> Work instruction:
Whatever appears in the listing, return all of it exactly.
****************
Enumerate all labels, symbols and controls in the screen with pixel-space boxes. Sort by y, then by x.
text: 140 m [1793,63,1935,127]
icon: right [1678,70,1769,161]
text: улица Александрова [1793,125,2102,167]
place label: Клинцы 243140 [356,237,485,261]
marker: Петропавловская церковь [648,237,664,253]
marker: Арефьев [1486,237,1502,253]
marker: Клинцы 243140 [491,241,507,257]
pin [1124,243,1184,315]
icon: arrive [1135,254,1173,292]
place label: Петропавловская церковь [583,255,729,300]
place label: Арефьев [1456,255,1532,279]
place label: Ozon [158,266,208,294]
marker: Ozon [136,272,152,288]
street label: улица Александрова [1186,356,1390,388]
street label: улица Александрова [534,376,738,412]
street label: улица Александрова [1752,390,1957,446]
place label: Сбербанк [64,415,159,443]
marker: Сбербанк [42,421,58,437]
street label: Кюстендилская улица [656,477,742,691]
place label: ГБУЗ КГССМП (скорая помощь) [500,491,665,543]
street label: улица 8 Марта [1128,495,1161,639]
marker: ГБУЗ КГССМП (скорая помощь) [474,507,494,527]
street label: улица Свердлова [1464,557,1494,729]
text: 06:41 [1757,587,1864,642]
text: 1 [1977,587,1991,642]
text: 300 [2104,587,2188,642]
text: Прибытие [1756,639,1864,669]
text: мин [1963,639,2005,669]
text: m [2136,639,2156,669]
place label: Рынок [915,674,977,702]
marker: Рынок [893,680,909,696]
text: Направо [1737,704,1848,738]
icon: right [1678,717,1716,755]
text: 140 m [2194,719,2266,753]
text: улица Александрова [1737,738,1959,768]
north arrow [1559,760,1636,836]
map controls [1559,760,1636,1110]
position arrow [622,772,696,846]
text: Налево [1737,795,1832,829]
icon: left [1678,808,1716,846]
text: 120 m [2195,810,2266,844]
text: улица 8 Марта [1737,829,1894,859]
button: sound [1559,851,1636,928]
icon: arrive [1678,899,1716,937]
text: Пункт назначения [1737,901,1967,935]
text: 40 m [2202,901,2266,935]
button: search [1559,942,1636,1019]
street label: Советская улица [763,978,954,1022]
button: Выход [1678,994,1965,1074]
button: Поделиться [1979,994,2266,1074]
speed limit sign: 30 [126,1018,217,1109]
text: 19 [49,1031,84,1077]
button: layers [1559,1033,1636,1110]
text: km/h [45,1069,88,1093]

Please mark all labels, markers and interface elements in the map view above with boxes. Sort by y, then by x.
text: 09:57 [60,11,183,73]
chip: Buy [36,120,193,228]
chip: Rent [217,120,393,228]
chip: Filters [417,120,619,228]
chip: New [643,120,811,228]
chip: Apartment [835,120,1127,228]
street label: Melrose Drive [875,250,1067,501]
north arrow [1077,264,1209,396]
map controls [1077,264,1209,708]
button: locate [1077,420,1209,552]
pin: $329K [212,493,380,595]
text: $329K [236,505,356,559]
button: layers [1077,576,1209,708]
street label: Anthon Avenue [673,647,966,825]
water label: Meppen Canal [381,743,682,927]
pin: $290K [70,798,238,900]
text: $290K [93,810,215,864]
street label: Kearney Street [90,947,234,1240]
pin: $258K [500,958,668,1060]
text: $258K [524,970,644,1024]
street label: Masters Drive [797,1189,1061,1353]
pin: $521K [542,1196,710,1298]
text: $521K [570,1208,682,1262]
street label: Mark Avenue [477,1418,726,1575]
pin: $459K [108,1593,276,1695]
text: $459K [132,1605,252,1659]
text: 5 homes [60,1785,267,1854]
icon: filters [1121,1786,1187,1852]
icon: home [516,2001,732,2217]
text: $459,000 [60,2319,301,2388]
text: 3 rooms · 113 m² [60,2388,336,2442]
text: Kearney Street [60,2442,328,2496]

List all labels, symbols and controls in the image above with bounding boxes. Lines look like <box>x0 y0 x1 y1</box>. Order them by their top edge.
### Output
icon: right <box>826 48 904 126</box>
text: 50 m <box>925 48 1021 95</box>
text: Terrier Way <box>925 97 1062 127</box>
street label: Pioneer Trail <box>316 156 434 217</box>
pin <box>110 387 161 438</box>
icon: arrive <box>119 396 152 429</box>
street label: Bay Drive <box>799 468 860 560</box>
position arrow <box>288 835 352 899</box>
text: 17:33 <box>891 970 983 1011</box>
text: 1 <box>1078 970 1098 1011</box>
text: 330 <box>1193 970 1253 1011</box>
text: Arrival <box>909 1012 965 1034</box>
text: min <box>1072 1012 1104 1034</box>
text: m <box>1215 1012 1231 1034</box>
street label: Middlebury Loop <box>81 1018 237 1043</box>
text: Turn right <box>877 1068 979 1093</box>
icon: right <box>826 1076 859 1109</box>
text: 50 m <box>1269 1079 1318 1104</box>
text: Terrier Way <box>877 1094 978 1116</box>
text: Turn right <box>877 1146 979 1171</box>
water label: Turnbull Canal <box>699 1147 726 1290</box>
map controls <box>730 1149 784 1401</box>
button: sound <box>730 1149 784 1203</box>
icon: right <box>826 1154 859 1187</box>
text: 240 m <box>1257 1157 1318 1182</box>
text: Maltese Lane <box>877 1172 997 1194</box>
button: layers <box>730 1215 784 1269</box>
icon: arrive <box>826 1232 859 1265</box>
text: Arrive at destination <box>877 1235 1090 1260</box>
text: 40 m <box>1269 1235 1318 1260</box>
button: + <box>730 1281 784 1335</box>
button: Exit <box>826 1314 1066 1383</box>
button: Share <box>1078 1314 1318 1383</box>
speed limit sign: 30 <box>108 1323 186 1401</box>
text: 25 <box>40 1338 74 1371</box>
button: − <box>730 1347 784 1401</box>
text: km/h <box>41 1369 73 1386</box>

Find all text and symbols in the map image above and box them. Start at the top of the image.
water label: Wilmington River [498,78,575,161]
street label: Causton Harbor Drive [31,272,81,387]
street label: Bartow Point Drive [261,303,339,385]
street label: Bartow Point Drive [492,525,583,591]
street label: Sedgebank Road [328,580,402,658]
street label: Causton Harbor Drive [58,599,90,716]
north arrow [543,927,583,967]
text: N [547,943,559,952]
****************
> Task answer:
Enumerate all labels, symbols and controls in the screen with pixel-space boxes. Sort by y, then by x.
text: 140 m [1793,63,1935,127]
icon: right [1678,70,1769,161]
text: улица Александрова [1793,125,2102,167]
place label: Клинцы 243140 [356,237,485,261]
marker: Петропавловская церковь [648,237,664,253]
marker: Арефьев [1486,237,1502,253]
marker: Клинцы 243140 [491,241,507,257]
pin [1124,243,1184,315]
icon: arrive [1135,254,1173,292]
place label: Петропавловская церковь [583,255,729,300]
place label: Арефьев [1456,255,1532,279]
place label: Ozon [158,266,208,294]
marker: Ozon [136,272,152,288]
street label: улица Александрова [1186,356,1390,388]
street label: улица Александрова [534,376,738,412]
street label: улица Александрова [1752,390,1957,446]
place label: Сбербанк [64,415,159,443]
marker: Сбербанк [42,421,58,437]
street label: Кюстендилская улица [656,477,742,691]
place label: ГБУЗ КГССМП (скорая помощь) [500,491,665,543]
street label: улица 8 Марта [1128,495,1161,639]
marker: ГБУЗ КГССМП (скорая помощь) [474,507,494,527]
street label: улица Свердлова [1464,557,1494,729]
text: 06:41 [1757,587,1864,642]
text: 1 [1977,587,1991,642]
text: 300 [2104,587,2188,642]
text: Прибытие [1756,639,1864,669]
text: мин [1963,639,2005,669]
text: m [2136,639,2156,669]
place label: Рынок [915,674,977,702]
marker: Рынок [893,680,909,696]
text: Направо [1737,704,1848,738]
icon: right [1678,717,1716,755]
text: 140 m [2194,719,2266,753]
text: улица Александрова [1737,738,1959,768]
north arrow [1559,760,1636,836]
map controls [1559,760,1636,1110]
position arrow [622,772,696,846]
text: Налево [1737,795,1832,829]
icon: left [1678,808,1716,846]
text: 120 m [2195,810,2266,844]
text: улица 8 Марта [1737,829,1894,859]
button: sound [1559,851,1636,928]
icon: arrive [1678,899,1716,937]
text: Пункт назначения [1737,901,1967,935]
text: 40 m [2202,901,2266,935]
button: search [1559,942,1636,1019]
street label: Советская улица [763,978,954,1022]
button: Выход [1678,994,1965,1074]
button: Поделиться [1979,994,2266,1074]
speed limit sign: 30 [126,1018,217,1109]
text: 19 [49,1031,84,1077]
button: layers [1559,1033,1636,1110]
text: km/h [45,1069,88,1093]

Please mark all labels, markers and interface elements in the map view above with boxes. Sort by y, then by x.
text: 09:57 [60,11,183,73]
chip: Buy [36,120,193,228]
chip: Rent [217,120,393,228]
chip: Filters [417,120,619,228]
chip: New [643,120,811,228]
chip: Apartment [835,120,1127,228]
street label: Melrose Drive [875,250,1067,501]
north arrow [1077,264,1209,396]
map controls [1077,264,1209,708]
button: locate [1077,420,1209,552]
pin: $329K [212,493,380,595]
text: $329K [236,505,356,559]
button: layers [1077,576,1209,708]
street label: Anthon Avenue [673,647,966,825]
water label: Meppen Canal [381,743,682,927]
pin: $290K [70,798,238,900]
text: $290K [93,810,215,864]
street label: Kearney Street [90,947,234,1240]
pin: $258K [500,958,668,1060]
text: $258K [524,970,644,1024]
street label: Masters Drive [797,1189,1061,1353]
pin: $521K [542,1196,710,1298]
text: $521K [570,1208,682,1262]
street label: Mark Avenue [477,1418,726,1575]
pin: $459K [108,1593,276,1695]
text: $459K [132,1605,252,1659]
text: 5 homes [60,1785,267,1854]
icon: filters [1121,1786,1187,1852]
icon: home [516,2001,732,2217]
text: $459,000 [60,2319,301,2388]
text: 3 rooms · 113 m² [60,2388,336,2442]
text: Kearney Street [60,2442,328,2496]

List all labels, symbols and controls in the image above with bounding boxes. Lines look like <box>x0 y0 x1 y1</box>. Order them by their top edge.
### Output
icon: right <box>826 48 904 126</box>
text: 50 m <box>925 48 1021 95</box>
text: Terrier Way <box>925 97 1062 127</box>
street label: Pioneer Trail <box>316 156 434 217</box>
pin <box>110 387 161 438</box>
icon: arrive <box>119 396 152 429</box>
street label: Bay Drive <box>799 468 860 560</box>
position arrow <box>288 835 352 899</box>
text: 17:33 <box>891 970 983 1011</box>
text: 1 <box>1078 970 1098 1011</box>
text: 330 <box>1193 970 1253 1011</box>
text: Arrival <box>909 1012 965 1034</box>
text: min <box>1072 1012 1104 1034</box>
text: m <box>1215 1012 1231 1034</box>
street label: Middlebury Loop <box>81 1018 237 1043</box>
text: Turn right <box>877 1068 979 1093</box>
icon: right <box>826 1076 859 1109</box>
text: 50 m <box>1269 1079 1318 1104</box>
text: Terrier Way <box>877 1094 978 1116</box>
text: Turn right <box>877 1146 979 1171</box>
water label: Turnbull Canal <box>699 1147 726 1290</box>
map controls <box>730 1149 784 1401</box>
button: sound <box>730 1149 784 1203</box>
icon: right <box>826 1154 859 1187</box>
text: 240 m <box>1257 1157 1318 1182</box>
text: Maltese Lane <box>877 1172 997 1194</box>
button: layers <box>730 1215 784 1269</box>
icon: arrive <box>826 1232 859 1265</box>
text: Arrive at destination <box>877 1235 1090 1260</box>
text: 40 m <box>1269 1235 1318 1260</box>
button: + <box>730 1281 784 1335</box>
button: Exit <box>826 1314 1066 1383</box>
button: Share <box>1078 1314 1318 1383</box>
speed limit sign: 30 <box>108 1323 186 1401</box>
text: 25 <box>40 1338 74 1371</box>
button: − <box>730 1347 784 1401</box>
text: km/h <box>41 1369 73 1386</box>

Find all text and symbols in the map image above and box them. Start at the top of the image.
water label: Wilmington River [498,78,575,161]
street label: Causton Harbor Drive [31,272,81,387]
street label: Bartow Point Drive [261,303,339,385]
street label: Bartow Point Drive [492,525,583,591]
street label: Sedgebank Road [328,580,402,658]
street label: Causton Harbor Drive [58,599,90,716]
north arrow [543,927,583,967]
text: N [547,943,559,952]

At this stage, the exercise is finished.